WHAT IS NEEDED → From the first line to the last, give the data again exactly.

RECORDS TO USE →
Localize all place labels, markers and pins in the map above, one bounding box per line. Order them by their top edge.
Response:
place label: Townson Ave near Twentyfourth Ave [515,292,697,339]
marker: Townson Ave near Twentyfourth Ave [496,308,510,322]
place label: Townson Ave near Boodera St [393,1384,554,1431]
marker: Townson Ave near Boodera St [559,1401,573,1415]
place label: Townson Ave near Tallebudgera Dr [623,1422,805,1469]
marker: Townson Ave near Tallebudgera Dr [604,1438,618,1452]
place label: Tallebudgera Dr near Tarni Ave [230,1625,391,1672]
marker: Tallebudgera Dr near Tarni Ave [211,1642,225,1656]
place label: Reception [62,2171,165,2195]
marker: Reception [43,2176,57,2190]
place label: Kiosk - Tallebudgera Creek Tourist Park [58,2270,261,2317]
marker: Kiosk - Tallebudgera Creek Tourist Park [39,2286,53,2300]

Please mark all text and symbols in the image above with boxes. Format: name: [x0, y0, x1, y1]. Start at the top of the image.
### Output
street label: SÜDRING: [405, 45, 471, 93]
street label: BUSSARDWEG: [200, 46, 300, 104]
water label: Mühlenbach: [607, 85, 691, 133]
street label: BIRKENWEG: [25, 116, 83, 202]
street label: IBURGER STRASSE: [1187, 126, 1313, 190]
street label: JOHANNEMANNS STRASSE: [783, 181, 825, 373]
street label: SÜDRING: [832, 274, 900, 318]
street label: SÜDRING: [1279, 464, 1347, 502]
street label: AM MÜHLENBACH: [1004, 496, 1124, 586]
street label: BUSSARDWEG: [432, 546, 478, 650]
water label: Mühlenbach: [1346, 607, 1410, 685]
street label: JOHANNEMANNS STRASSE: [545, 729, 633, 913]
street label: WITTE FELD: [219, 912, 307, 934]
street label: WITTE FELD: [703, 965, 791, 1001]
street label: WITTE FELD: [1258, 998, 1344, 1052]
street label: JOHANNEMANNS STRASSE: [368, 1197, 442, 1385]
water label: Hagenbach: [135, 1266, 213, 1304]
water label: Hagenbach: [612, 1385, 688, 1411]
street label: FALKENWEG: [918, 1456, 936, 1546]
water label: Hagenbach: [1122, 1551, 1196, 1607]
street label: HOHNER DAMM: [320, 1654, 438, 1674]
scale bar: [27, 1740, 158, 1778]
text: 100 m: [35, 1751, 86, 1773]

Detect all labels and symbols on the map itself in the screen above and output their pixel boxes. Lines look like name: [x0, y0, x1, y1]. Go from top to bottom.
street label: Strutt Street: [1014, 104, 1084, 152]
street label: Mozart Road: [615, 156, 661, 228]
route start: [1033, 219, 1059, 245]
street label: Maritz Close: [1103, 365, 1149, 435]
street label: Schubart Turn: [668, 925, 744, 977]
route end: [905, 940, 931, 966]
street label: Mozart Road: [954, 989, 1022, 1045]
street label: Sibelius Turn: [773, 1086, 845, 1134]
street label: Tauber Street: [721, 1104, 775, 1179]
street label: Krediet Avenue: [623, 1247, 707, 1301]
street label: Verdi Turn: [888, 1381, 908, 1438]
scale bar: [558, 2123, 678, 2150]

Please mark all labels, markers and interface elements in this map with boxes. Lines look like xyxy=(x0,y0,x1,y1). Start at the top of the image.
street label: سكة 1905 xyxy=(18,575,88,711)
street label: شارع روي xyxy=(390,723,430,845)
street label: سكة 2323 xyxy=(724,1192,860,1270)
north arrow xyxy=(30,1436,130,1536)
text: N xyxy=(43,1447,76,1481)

EXERCISE RESPONSE →
Localize all place labels, markers and pins in the map above, one bounding box per line. Order them by their top edge.
Response:
place label: Townson Ave near Twentyfourth Ave [515,292,697,339]
marker: Townson Ave near Twentyfourth Ave [496,308,510,322]
place label: Townson Ave near Boodera St [393,1384,554,1431]
marker: Townson Ave near Boodera St [559,1401,573,1415]
place label: Townson Ave near Tallebudgera Dr [623,1422,805,1469]
marker: Townson Ave near Tallebudgera Dr [604,1438,618,1452]
place label: Tallebudgera Dr near Tarni Ave [230,1625,391,1672]
marker: Tallebudgera Dr near Tarni Ave [211,1642,225,1656]
place label: Reception [62,2171,165,2195]
marker: Reception [43,2176,57,2190]
place label: Kiosk - Tallebudgera Creek Tourist Park [58,2270,261,2317]
marker: Kiosk - Tallebudgera Creek Tourist Park [39,2286,53,2300]

Please mark all text and symbols in the image above with boxes. Format: name: [x0, y0, x1, y1]. Start at the top of the image.
### Output
street label: SÜDRING: [405, 45, 471, 93]
street label: BUSSARDWEG: [200, 46, 300, 104]
water label: Mühlenbach: [607, 85, 691, 133]
street label: BIRKENWEG: [25, 116, 83, 202]
street label: IBURGER STRASSE: [1187, 126, 1313, 190]
street label: JOHANNEMANNS STRASSE: [783, 181, 825, 373]
street label: SÜDRING: [832, 274, 900, 318]
street label: SÜDRING: [1279, 464, 1347, 502]
street label: AM MÜHLENBACH: [1004, 496, 1124, 586]
street label: BUSSARDWEG: [432, 546, 478, 650]
water label: Mühlenbach: [1346, 607, 1410, 685]
street label: JOHANNEMANNS STRASSE: [545, 729, 633, 913]
street label: WITTE FELD: [219, 912, 307, 934]
street label: WITTE FELD: [703, 965, 791, 1001]
street label: WITTE FELD: [1258, 998, 1344, 1052]
street label: JOHANNEMANNS STRASSE: [368, 1197, 442, 1385]
water label: Hagenbach: [135, 1266, 213, 1304]
water label: Hagenbach: [612, 1385, 688, 1411]
street label: FALKENWEG: [918, 1456, 936, 1546]
water label: Hagenbach: [1122, 1551, 1196, 1607]
street label: HOHNER DAMM: [320, 1654, 438, 1674]
scale bar: [27, 1740, 158, 1778]
text: 100 m: [35, 1751, 86, 1773]

Detect all labels and symbols on the map itself in the screen above and output their pixel boxes. Lines look like name: [x0, y0, x1, y1]. Go from top to bottom.
street label: Strutt Street: [1014, 104, 1084, 152]
street label: Mozart Road: [615, 156, 661, 228]
route start: [1033, 219, 1059, 245]
street label: Maritz Close: [1103, 365, 1149, 435]
street label: Schubart Turn: [668, 925, 744, 977]
route end: [905, 940, 931, 966]
street label: Mozart Road: [954, 989, 1022, 1045]
street label: Sibelius Turn: [773, 1086, 845, 1134]
street label: Tauber Street: [721, 1104, 775, 1179]
street label: Krediet Avenue: [623, 1247, 707, 1301]
street label: Verdi Turn: [888, 1381, 908, 1438]
scale bar: [558, 2123, 678, 2150]

Please mark all labels, markers and interface elements in this map with boxes. Lines look like xyxy=(x0,y0,x1,y1). Start at the top of the image.
street label: سكة 1905 xyxy=(18,575,88,711)
street label: شارع روي xyxy=(390,723,430,845)
street label: سكة 2323 xyxy=(724,1192,860,1270)
north arrow xyxy=(30,1436,130,1536)
text: N xyxy=(43,1447,76,1481)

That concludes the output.